By Monti Aguirre
Ruth braided quick steps over the edge of the long boat and jumped off onto the beach of the Ene River. Other Asháninka women and children also got off and climbed the high riverbank. We had stopped at Saborochari village to get food for the long river journey ahead. Delicious boiled manioc and smoked fish wrapped in plantain leaves were distributed to all on the boat. We went on to Pamakiari to attend the XIV Asháninka Congress.
This was early in 2010. It was my first time on the Ene River and my first time meeting Ruth Buendía Metzoquiari. Some months before, Ruth had sent me an email asking for support, after she had learned about plans to build the Pakitzapango Dam on the Ene River in the Peruvian Amazon.
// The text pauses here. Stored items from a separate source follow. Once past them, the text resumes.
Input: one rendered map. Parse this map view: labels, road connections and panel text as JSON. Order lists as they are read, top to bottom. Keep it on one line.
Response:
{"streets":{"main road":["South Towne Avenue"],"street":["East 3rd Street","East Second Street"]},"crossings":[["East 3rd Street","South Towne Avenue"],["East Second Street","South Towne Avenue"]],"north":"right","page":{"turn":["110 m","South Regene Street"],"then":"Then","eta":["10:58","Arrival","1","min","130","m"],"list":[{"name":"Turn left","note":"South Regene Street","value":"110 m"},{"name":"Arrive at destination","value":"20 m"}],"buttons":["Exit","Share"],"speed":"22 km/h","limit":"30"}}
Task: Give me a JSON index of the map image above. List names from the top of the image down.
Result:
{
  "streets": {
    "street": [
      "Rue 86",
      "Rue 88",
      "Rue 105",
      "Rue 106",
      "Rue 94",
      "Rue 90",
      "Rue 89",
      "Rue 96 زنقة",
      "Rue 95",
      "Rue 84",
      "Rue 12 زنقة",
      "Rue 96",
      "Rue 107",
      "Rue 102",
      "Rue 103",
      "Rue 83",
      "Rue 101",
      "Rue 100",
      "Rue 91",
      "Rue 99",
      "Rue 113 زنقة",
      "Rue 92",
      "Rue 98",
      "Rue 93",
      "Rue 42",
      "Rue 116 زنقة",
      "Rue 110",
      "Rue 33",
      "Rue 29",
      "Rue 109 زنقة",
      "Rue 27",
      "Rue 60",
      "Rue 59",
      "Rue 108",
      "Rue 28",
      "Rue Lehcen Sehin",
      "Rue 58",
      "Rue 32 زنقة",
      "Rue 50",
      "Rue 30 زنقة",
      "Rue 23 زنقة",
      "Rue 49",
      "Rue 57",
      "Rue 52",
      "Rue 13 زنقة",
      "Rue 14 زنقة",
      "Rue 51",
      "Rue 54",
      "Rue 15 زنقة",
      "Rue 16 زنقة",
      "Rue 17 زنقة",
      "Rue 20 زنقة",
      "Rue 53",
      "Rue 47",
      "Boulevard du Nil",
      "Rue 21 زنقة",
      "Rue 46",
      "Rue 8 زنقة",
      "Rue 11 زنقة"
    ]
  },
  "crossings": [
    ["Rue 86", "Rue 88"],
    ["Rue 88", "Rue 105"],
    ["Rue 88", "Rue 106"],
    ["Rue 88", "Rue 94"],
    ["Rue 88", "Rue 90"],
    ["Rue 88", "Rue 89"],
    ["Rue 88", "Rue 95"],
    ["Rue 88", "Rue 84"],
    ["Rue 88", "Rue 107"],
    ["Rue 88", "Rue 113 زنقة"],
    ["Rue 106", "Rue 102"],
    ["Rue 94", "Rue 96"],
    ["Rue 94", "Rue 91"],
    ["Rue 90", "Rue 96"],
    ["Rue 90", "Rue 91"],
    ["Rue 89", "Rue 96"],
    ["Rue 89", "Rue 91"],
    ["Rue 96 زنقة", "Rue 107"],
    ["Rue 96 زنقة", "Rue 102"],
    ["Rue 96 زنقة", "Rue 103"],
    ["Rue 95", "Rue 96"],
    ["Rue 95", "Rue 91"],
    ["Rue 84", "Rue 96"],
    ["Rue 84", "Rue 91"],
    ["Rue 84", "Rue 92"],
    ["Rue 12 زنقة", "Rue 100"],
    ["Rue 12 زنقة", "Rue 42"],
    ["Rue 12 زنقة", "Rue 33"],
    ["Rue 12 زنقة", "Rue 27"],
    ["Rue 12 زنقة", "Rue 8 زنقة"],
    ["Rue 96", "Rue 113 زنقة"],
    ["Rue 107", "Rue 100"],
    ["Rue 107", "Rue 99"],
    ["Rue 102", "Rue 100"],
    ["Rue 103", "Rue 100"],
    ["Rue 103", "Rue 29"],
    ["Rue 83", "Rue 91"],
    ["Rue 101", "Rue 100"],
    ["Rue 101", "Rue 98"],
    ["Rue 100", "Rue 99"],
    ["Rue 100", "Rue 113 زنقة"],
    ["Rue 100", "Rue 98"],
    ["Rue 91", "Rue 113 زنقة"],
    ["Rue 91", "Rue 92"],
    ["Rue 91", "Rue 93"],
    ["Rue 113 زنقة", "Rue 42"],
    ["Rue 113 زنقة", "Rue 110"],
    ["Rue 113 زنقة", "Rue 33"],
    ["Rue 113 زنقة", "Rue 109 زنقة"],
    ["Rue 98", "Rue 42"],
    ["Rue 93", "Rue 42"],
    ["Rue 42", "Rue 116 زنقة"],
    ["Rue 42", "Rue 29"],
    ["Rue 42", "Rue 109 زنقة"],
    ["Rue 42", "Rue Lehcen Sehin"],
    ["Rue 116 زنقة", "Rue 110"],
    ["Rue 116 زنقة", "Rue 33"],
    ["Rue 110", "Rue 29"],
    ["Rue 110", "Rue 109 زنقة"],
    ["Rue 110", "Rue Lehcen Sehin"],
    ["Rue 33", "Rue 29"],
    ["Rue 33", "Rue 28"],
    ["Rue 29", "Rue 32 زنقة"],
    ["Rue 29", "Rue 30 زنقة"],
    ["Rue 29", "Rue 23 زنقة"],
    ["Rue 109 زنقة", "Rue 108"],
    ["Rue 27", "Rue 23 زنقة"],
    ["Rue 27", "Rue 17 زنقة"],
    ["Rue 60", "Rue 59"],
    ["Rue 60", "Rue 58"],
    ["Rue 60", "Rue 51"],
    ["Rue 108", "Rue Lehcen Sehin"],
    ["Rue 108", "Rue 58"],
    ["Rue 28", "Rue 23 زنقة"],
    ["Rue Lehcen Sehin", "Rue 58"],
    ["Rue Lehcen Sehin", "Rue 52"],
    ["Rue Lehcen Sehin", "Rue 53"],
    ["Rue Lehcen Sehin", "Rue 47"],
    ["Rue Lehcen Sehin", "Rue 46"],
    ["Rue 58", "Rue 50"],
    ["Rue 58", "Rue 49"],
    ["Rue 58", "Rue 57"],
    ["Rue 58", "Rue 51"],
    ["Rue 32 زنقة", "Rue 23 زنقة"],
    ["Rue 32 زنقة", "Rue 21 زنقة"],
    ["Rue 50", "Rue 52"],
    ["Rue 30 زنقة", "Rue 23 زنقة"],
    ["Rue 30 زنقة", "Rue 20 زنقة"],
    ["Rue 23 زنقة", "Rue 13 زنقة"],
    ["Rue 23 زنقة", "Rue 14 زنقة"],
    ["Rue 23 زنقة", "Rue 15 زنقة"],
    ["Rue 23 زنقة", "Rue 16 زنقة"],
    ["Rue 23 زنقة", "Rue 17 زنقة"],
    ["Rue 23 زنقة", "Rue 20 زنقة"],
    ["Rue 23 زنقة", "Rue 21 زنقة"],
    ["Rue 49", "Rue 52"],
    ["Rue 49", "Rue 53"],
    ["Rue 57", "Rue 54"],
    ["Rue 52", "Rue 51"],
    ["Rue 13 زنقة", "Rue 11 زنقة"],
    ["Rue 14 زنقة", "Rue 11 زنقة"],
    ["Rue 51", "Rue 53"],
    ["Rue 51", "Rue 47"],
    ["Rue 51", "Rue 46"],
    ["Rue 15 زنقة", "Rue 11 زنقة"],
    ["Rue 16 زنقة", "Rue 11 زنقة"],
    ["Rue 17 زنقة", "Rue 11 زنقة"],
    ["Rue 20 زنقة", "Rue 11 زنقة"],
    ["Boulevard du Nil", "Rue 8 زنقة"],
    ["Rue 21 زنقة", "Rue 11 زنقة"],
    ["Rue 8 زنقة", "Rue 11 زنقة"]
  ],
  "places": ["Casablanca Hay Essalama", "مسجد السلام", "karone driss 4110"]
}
I went to meet Ruth and other representatives of the Central Asháninka del Rio Ene – Asháninka Center of the Ene River – (CARE) to better understand the threats posed by the dam. It was clear at this meeting that the Asháninka felt threatened by the construction of the dam.
The health of the Ene River is crucial for the Asháninka indigenous people who depend on its fish resources, the fertile soils of its floodplains, and the many foods and other natural resources the forest provides. The dam would block the passage of sediments and the migration of fish and other aquatic organisms. Pakitzapango Dam would also negatively impact the lives of close to 10,000 people.
Later that year, Ruth and CARE were successful in stopping the Pakitzapango Dam through a legal action presented by CARE. The Brazilian dam builder Odebrecht then announced that it was no longer interested in building the Tambo 40 Dam, another project proposed for the Ene, Tambo and Ucayali river basin. Both of these stalled dams represent a great victory for the people who worked so hard to protect their rivers and cultures.
Yesterday International Rivers was honored to welcome Ruth Buendía to the Bay Area – on her first trip to California – as part of a special Women Water Guardians gathering. Indigenous leaders from California welcomed Ruth, me, and an intimate group of local and international water guardians with songs for the waters of this place and the healing of the waters of the world.
And today I’m overjoyed to announce that Ruth has been awarded the 2014 Goldman Environmental Prize for Central and South America for her work to protect the Ene River and stop the Pakitzapango and Tambo 40 dams. Working alongside her to protect the Asháninka people and the rivers of the Peruvian Amazon is a great honor. I’m able to continue along my path as a woman water guardian because of the strength and inspiration of women like Ruth. Felicidades hermana.